Sensory Dysfunction Linked to Sexual Activity in Older Adults
Institute Member Emerita Martha McClintock, Ph.D. and colleagues conduct first nationally representative study of sexuality and multisensory dysfunction
Zhong, S., Pinto, J.M., Wroblewski, K.E., & McClintock, M.K. (2018). Sensory Dysfunction and Sexuality in the U.S. Population of Older Adults. Journal of Sexual Medicine, 15(4), 502-509. doi: 10.1016/j.jsxm.2018.01.021. PubMed PMID: 29501426. PMCID: PMC5882521.
The sexual experience is shaped by sensory function; with aging, sensory dysfunction may interfere with sexuality and sexual behavior between partners. Specifically, older adults with age-related sensory dysfunction may have less sexual activity than those with better sensory function. In addition, since sexual desire and attraction rests in part upon sensory function, sensory dysfunction may also be associated with less sexual motivation.
To test the association between sexual activity and motivation in older adults and their sensory dysfunction.

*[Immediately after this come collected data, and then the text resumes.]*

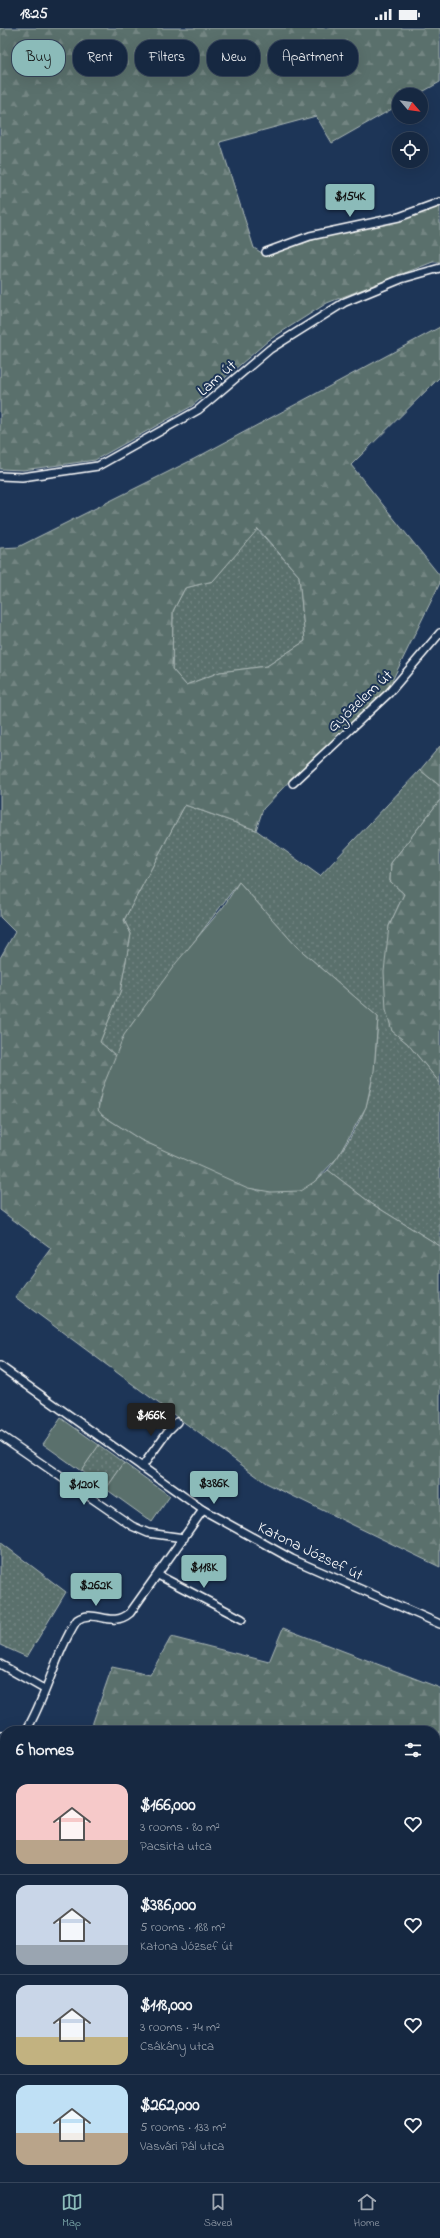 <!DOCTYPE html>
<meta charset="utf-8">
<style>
:root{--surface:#162841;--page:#1f3048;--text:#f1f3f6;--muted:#9ea6b1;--line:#35445a;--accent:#8bbbb9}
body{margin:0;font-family:"Indie Flower",sans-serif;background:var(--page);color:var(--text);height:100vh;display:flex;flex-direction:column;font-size:15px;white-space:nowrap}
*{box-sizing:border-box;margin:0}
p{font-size:13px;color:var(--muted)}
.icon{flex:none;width:22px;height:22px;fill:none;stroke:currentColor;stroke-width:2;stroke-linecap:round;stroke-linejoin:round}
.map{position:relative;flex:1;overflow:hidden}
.details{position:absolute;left:0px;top:1698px;width:440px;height:456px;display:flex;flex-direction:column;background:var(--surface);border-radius:16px 16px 0 0;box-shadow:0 4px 16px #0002,0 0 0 1px var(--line)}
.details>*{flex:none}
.banner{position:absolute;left:12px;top:12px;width:416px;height:36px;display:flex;gap:8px}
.needle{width:26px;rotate:118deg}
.buttons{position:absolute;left:392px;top:60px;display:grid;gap:8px}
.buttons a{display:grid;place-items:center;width:36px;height:36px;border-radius:50%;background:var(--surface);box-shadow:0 4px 16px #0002,0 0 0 1px var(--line);font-size:20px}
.price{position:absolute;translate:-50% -34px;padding:0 9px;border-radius:4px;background:var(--accent);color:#111;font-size:13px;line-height:26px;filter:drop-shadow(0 1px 2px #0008)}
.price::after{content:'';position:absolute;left:50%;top:24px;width:12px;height:9px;margin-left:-6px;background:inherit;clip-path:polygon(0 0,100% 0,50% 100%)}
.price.current{background:#222;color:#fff}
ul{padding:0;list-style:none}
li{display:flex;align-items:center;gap:12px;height:100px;padding:0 16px}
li+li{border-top:1px solid var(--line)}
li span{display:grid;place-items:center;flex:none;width:112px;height:80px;border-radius:12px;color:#555}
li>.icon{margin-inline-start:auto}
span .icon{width:48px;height:48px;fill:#fffc;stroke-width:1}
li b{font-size:17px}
h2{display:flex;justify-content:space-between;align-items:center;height:48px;padding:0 16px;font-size:17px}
.chip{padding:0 14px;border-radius:16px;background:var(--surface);box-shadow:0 4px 16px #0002,0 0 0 1px var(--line);font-size:14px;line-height:36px}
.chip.current{background:var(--accent);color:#111}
.status{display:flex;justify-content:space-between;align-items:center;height:28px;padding:0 20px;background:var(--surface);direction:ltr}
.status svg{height:11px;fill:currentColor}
.dock{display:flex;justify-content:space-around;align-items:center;height:56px;border-top:1px solid var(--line);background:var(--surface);font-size:11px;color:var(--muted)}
.dock a{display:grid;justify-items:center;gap:2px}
.dock .current{color:var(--accent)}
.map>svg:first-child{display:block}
</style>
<div class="status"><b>18:25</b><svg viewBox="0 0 49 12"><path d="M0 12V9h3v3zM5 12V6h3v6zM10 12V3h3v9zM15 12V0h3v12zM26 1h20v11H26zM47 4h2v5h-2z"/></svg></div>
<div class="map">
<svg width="440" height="2154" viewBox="0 0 440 2154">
<defs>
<pattern id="grass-dots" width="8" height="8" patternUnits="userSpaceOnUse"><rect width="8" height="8" fill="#5a706c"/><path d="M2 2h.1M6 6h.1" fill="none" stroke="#738582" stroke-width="1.8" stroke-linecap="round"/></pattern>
<pattern id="forest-firs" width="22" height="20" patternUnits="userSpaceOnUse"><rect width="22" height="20" fill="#5a706c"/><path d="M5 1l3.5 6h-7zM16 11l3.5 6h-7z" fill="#738582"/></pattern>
<pattern id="cemetery-stones" width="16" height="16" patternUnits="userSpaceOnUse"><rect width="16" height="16" fill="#5a706c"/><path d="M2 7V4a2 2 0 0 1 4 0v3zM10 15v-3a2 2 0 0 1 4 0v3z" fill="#738582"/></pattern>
</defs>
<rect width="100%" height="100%" fill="#1d3557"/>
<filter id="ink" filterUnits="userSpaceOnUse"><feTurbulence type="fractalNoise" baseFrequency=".025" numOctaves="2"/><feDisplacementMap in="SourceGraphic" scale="8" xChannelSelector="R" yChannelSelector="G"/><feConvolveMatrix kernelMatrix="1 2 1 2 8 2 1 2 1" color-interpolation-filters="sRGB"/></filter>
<g filter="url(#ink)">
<!-- grass -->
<g fill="url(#grass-dots)" stroke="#acb8b6">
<polygon points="257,501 299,548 305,613 267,638 220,644 186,657 172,641 173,583 185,560 213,553"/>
<path d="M420 742 440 758V772L391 835 390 853 404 866 389 898 392 1003 407 1015 440 1055V1218L372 1176 328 1142C340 1127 360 1096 366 1078 375 1050 376 1018 378 989L296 918 239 854 129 1000 116 1028 100 1014 120 964 131 906 124 892 185 777 256 802 320 848Z"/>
<polygon points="99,1417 124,1435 106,1461 81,1443"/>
<polygon points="0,1514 66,1564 27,1629 0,1617"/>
</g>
<!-- forest -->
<g fill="url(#forest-firs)" stroke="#acb8b6" fill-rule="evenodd">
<polygon points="0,0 440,0 440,54 417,67 399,67 399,77 332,115 316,88 220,114 254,220 265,227 440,172 440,234 433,234 327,275 269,312 192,378 95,432 23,442 0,441"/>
<path d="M440 299V349L351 437 440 548V555L388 661 295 747 263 781 256 802 185 777 124 892 131 906 120 964 100 1014 116 1028 98 1076 102 1087 141 1112 258 1163 314 1154 328 1142 372 1176 440 1218V1539L266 1455 15 1269 51 1220 0 1182V930L15 904 0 889V520L18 519 194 431ZM258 501 299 548 305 613 267 638 220 644 186 657 172 641 173 583 185 560 213 553Z"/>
<polygon points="440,718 440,758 420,742"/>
<polygon points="440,772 440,1055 407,1015 392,1003 386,982 384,944 389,898 404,866 390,853 391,835"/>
<polygon points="283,1600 440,1660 440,1888 435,1885 435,1703 90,1703 112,1639 150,1647 171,1609 269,1634"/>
<polygon points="0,1754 5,1754 5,2069 0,2065"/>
<polygon points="27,2149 167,2149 170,2154 26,2154"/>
</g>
<!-- cemetery -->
<g fill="url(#cemetery-stones)" stroke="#acb8b6">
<polygon points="435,2003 440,2007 440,2123 435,2128"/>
<polygon points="435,2141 439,2153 437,2154 170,2154 167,2149 435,2149"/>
</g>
<!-- garden -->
<g fill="#5a706c" stroke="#acb8b6">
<polygon points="239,854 296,918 378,989 374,1043 366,1079 337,1130 314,1154 300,1163 271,1164 248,1160 141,1112 102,1087 98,1082 102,1061 124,1007 176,935 224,878"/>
<polygon points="61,1390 99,1417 81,1443 43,1416"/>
<polygon points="124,1435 170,1468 152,1494 106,1461"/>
</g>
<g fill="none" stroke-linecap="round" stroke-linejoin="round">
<defs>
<g id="street">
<polyline points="266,224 310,208 399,189 440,174"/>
<polyline points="0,448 22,449 98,438 198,382 270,321 345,274 401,251 440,240"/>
<polyline points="293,755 389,665 440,605"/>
<polyline points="0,1338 203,1482 292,1531 440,1596"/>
<polyline points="0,1407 132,1498 148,1505 184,1510"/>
<polyline points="142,1439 168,1403 177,1394"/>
<polyline points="158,1547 242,1591"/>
<polyline points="0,1636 44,1661"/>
<path d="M26 1703C47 1668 55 1626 77 1592 95 1580 111 1601 130 1585L203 1482"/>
<polyline points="0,1707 5,1707"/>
<polyline points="435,1917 440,1915"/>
<polyline points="435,1995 440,1999"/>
<polyline points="440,2140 440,2142"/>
</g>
</defs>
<!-- street casing -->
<use href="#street" stroke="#fff" stroke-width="10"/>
<!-- street -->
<use href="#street" stroke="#1d3557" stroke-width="7"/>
</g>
</g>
<g text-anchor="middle" stroke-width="4" stroke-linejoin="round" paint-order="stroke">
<!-- street labels -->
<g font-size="16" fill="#fff" stroke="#1d3557">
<text transform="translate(216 349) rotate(-41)" y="6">Lam út</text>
<text transform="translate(359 672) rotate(-43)" y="6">Győzelem út</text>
<text transform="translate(311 1522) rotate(26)" y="6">Katona József út</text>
</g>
</g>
</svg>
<div class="buttons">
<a><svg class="needle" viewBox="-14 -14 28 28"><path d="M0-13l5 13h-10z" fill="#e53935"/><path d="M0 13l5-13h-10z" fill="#9ea6b1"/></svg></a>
<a><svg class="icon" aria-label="locate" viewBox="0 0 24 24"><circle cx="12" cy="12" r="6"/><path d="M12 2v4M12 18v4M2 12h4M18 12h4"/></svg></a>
</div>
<b class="price" style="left:350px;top:190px">$154K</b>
<b class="price current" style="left:151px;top:1409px">$166K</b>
<b class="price" style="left:214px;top:1477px">$386K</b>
<b class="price" style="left:84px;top:1478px">$120K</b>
<b class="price" style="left:204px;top:1561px">$118K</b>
<b class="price" style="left:96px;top:1579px">$262K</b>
<div class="banner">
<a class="chip current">Buy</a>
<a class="chip">Rent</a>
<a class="chip">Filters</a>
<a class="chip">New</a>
<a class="chip">Apartment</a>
</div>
<section class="details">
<h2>6 homes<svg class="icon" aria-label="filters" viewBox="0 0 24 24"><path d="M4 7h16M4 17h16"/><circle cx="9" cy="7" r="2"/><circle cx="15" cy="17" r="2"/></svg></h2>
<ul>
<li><span style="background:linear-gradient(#f6c9c9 70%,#b9a48a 0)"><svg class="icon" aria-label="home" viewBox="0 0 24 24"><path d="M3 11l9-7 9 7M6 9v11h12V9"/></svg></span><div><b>$166,000</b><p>3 rooms · 80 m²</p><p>Pacsirta utca</p></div><svg class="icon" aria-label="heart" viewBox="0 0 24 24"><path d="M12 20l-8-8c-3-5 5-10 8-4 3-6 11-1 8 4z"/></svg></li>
<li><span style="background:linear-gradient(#c9d6e8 75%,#9aa5b1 0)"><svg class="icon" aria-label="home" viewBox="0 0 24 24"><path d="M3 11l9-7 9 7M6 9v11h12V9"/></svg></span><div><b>$386,000</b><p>5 rooms · 188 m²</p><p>Katona József út</p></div><svg class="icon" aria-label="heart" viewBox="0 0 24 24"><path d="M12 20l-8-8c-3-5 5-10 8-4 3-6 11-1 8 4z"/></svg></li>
<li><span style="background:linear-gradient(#c9d6e8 65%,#c2b280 0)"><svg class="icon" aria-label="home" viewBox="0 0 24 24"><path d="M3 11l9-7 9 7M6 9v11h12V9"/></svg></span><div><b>$118,000</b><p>3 rooms · 74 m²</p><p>Csákány utca</p></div><svg class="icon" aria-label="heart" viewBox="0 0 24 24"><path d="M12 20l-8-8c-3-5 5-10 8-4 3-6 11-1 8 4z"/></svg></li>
<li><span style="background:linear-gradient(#bfe0f5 60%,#b9a48a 0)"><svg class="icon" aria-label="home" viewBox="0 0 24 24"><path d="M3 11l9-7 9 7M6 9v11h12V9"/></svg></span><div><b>$262,000</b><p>5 rooms · 133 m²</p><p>Vasvári Pál utca</p></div><svg class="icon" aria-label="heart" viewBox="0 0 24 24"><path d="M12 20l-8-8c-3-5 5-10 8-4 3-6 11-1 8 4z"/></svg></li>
</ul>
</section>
</div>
<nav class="dock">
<a class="current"><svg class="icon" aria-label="map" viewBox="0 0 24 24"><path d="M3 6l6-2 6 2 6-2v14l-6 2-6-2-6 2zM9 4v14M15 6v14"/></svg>Map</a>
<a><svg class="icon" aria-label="saved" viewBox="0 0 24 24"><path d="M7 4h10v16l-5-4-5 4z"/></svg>Saved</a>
<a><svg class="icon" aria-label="home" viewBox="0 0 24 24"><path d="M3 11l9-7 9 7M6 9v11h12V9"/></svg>Home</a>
</nav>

Sensory dysfunction was measured both by global sensory impairment (a validated measure of dysfunction shared among the 5 classic senses: olfaction, vision, taste, touch, hearing) and by total sensory burden (cumulative sensory loss). Sexual activity was quantified by frequency and type of sexual behavior. Sexual motivation was measured by the frequency of sexual ideation and the importance of sex to the respondent. We used cross-sectional data from a nationally representative sample of community-dwelling older adults (aged 57-85 years) in the United States (National Social Life, Health, and Aging Project, N = 3,005) in logistic regression analyses.
Sexual activity, sexual motivation, and satisfaction with the sexual relationship were self-reported.

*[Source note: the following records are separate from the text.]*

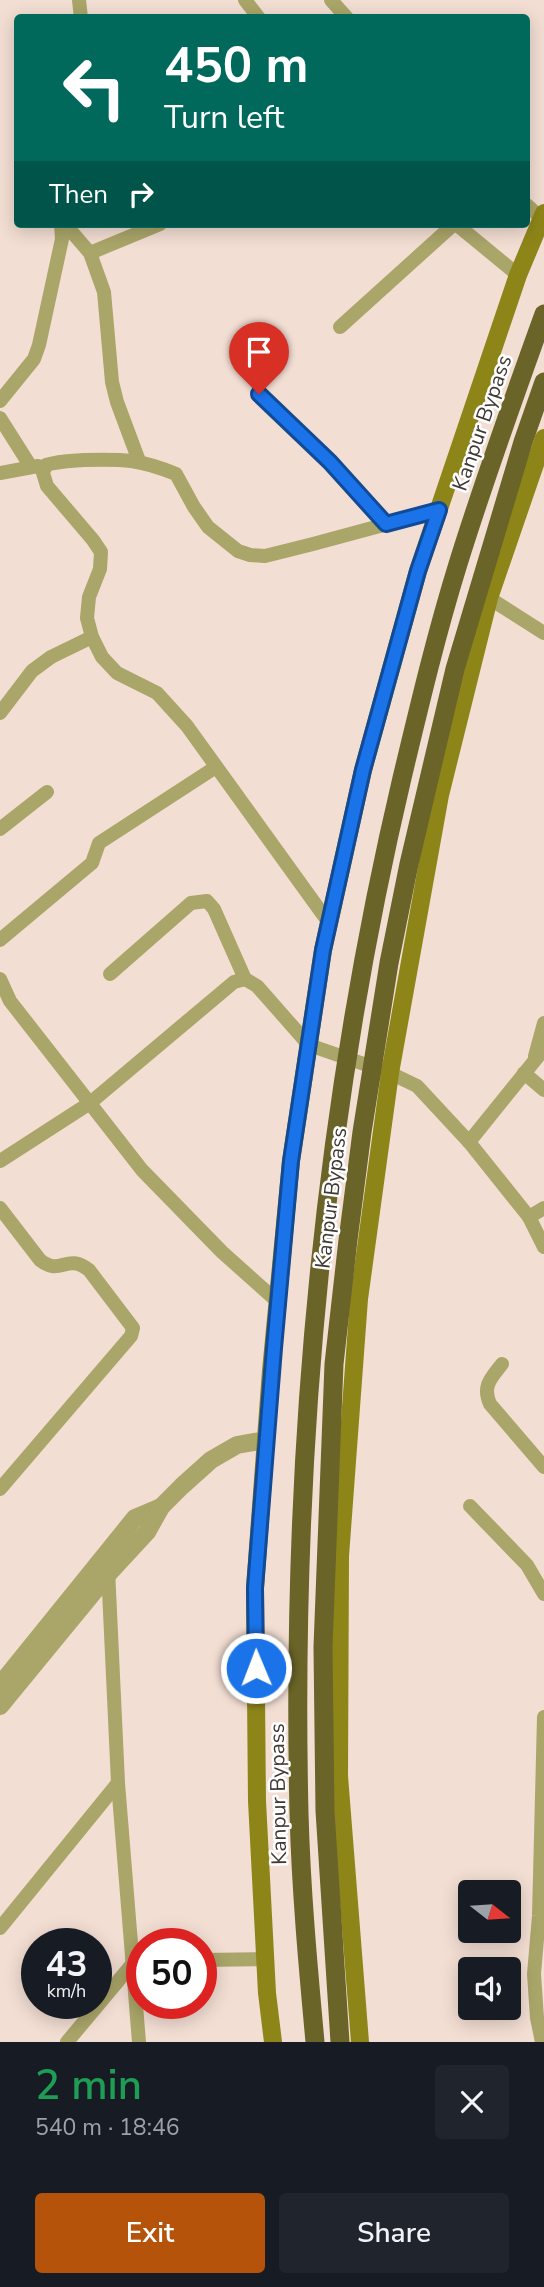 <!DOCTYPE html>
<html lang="en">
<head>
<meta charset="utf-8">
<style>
  body { margin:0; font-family:"Nunito Sans",sans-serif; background:#20242c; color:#f1f3f6; height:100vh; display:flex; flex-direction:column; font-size:26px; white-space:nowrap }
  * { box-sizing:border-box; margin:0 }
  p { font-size:23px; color:#9ea1a6 }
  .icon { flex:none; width:38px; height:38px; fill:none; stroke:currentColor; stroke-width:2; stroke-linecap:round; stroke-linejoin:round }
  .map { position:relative; height:2042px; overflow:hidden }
  .drawer { display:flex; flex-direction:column; background:#171b24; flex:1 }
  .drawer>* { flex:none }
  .banner { position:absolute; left:14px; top:14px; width:516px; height:214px; border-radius:7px; box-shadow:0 4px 18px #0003; background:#00695c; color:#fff; overflow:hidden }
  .needle { width:46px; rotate:107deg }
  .tools { position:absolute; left:458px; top:1880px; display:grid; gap:14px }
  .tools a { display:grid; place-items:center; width:63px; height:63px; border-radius:7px; background:#171b24; box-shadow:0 4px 18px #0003; font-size:35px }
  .speed { position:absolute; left:21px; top:1928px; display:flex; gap:14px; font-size:35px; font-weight:700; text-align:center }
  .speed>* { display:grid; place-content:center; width:91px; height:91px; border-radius:50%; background:#171b24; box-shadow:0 4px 18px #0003; line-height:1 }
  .speed small { font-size:18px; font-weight:400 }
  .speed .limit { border:10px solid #d22; background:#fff; color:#111 }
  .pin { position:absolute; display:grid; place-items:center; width:60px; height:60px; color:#fff; margin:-72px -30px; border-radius:50% 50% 50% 0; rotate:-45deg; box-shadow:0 0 7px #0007 }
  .pin .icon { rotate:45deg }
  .me { position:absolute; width:77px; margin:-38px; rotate:359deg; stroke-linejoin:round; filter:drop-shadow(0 0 5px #0008) }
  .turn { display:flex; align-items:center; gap:24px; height:147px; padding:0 35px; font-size:32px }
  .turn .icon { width:91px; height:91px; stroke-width:2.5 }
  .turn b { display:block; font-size:49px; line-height:60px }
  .then { display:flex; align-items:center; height:66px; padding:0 35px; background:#0003; gap:14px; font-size:26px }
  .round { display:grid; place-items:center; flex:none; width:74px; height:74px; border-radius:7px; background:#20242c }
  .summary { display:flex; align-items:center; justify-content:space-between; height:119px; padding:0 35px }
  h1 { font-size:42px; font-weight:600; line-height:52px; color:#1e9e55 }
  .button { display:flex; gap:14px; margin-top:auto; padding:14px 35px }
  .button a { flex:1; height:80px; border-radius:7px; background:#b45309; color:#fff; font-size:28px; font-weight:600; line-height:80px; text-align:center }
  .button a+a { background:#20242c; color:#f1f3f6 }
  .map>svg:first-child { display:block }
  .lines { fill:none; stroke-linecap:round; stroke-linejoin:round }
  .minor { stroke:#aaa569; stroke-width:14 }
  .tertiary { stroke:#aaa569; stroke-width:18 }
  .secondary { stroke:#8e8519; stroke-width:18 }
  .trunk-bridge { stroke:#6a6428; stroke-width:19 }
  .route-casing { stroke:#114b97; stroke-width:18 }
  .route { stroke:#1a73e8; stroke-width:12 }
  .labels { text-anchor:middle; stroke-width:5; stroke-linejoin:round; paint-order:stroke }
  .street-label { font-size:21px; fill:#403834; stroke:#fff }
</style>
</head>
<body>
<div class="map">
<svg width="544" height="2042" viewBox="0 0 544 2042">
  <rect width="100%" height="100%" fill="#f3ded3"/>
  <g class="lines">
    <g class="minor">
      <path d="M79,0l2,18"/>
      <path d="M245,0l14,18"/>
      <path d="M331,0l16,18"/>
      <path d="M527,205l15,14"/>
      <path d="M65,224l25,29 14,39 8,90 5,20 22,59"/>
      <path d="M456,224l62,51"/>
      <path d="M90,253l70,-29"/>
      <path d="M340,327l114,-103"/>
      <path d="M259,394l71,68 56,62"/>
      <path d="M0,401l34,-42 5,-14 23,-106 -1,-15"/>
      <path d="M0,418l31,49"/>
      <path d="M0,473l38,-7"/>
      <path d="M489,598l55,35"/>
      <path d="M0,713l32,-42 19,-14 41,-20"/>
      <path d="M0,829l47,-37"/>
      <path d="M329,923l-142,-197 -30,-33 -40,-20 -15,-16 -10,-20 -5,-19 2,-21 11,-28 1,-17 -8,-12 -46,-54 -4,-13 3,-8c13,-4 25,-4 38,-5 40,-1 55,-1 92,14l18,33 14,20 30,24 12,4 15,1 48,-12 126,-34"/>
      <path d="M0,940l92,-77 7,-20 117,-76"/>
      <path d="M110,974l81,-71 16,-2 7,8 31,70"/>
      <path d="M0,979l10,22 132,169 80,82 56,50"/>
      <path d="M535,1056l9,-33"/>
      <path d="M524,1073l20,17"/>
      <path d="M469,1142l60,75 15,-9"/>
      <path d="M0,1161l90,-58 144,-121 11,-3 12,7 52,59 81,28 27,13 52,56 75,-93"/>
      <path d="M0,1208l40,52c21,17 26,-8 49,10l44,58 -2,8 -131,153"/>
      <path d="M529,1217l15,30"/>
      <path d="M502,1364c-11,14 -20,22 -12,40l54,63"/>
      <path d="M470,1506l57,59 17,29"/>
      <path d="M108,1569l10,214 21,259"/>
      <path d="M0,1928l118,-145"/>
      <path d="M201,1960l64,-1"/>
      <path d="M67,2042l67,-80h3"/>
      <path d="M542,2042l-5,-24 -3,-44 5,-58 5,-199"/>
    </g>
    <g class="tertiary">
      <path d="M0,1685l135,-167 26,-11"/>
      <path d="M0,1706l110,-134 37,-40 14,-25 21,-21 29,-26 26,-15 29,-5"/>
    </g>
    <g class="secondary">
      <path d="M273,2042l-6,-49 -10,-192 -2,-213 16,-217 20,-210 32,-211 40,-180 55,-199 100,-296 26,-62"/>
      <path d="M360,2042l-21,-266 1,-220 19,-257 31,-226 50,-278 49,-197 55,-160"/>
    </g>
    <g class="trunk-bridge">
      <path d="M315,2042c-7,-76 -14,-153 -16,-229 -8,-348 23,-696 103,-1035 17,-71 34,-143 56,-214 26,-84 56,-167 86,-250"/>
      <path d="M340,2042l-15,-231 -2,-164 11,-283 14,-124 14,-108 27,-169 20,-99 46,-195 68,-227 21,-60"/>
    </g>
  </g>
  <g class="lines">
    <defs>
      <path id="route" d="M256,1668l-1,-80 19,-240 17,-187 32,-211 40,-180 55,-199 21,-61 -53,14 -56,-62 -71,-68"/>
    </defs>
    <use href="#route" class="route-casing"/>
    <use href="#route" class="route"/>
  </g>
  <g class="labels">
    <g class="street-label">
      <text transform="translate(482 423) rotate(-71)" y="7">Kanpur Bypass</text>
      <text transform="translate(331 1198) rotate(-83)" y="7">Kanpur Bypass</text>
      <text transform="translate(278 1794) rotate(-91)" y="7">Kanpur Bypass</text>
    </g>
  </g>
</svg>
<div class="tools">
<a><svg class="needle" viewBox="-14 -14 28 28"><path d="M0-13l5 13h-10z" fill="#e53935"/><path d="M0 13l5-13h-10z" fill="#9ea1a6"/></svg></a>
<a><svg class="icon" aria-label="sound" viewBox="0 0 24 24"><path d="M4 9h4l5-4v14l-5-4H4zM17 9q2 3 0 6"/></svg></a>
</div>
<div class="speed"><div>43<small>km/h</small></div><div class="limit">50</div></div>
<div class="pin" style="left:259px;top:394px;background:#d93025"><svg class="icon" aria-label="arrive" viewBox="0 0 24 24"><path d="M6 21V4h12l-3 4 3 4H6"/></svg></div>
<svg class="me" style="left:256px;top:1668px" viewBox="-20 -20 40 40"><circle r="17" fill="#1a73e8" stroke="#fff" stroke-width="3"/><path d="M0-11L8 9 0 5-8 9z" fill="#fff"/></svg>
<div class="banner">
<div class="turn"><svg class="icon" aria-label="left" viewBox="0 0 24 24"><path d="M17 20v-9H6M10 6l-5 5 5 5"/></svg><div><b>450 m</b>Turn left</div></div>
<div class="then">Then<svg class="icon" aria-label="right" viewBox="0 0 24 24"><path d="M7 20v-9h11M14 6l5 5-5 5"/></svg></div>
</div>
</div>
<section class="drawer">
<div class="summary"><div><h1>2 min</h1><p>540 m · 18:46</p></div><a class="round"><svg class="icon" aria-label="close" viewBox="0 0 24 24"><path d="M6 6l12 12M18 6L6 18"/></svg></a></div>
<div class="button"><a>Exit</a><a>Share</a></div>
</section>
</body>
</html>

Older adults with sensory dysfunction were less likely to be sexually active-an association that persisted when accounting for other factors that also affected sexual activity (age, gender, partnered status, mental and physical health, and relationship satisfaction). Nonetheless, sensory dysfunction did not impair sexual motivation, nor affect the physical and emotional satisfaction with the sexual relationship. Among currently sexually active older adults, sensory dysfunction did not affect the frequency of sex or the type of sexual activity (foreplay, vaginal intercourse, or oral sex). These results were the same for 2 different measures of sensory dysfunction.
This is the first nationally representative study of sexuality and multisensory dysfunction in community-dwelling older adults. 4 of the 5 classic senses were measured with objective tests, and hearing was rated by interviewers in the context of their conversation. Medical and health care interventions that can reduce the burden of sensory dysfunction may improve older adults’ sexual experience.
Sensory dysfunction is associated with sexual inactivity, but not with sexual motivation. Among those who are sexually active, sensory dysfunction did not interfere with sexual expression. Improving the sexual experience of older adults requires a focus on sensory dysfunction as an impediment to sexual activity given that older adults remain sexually motivated.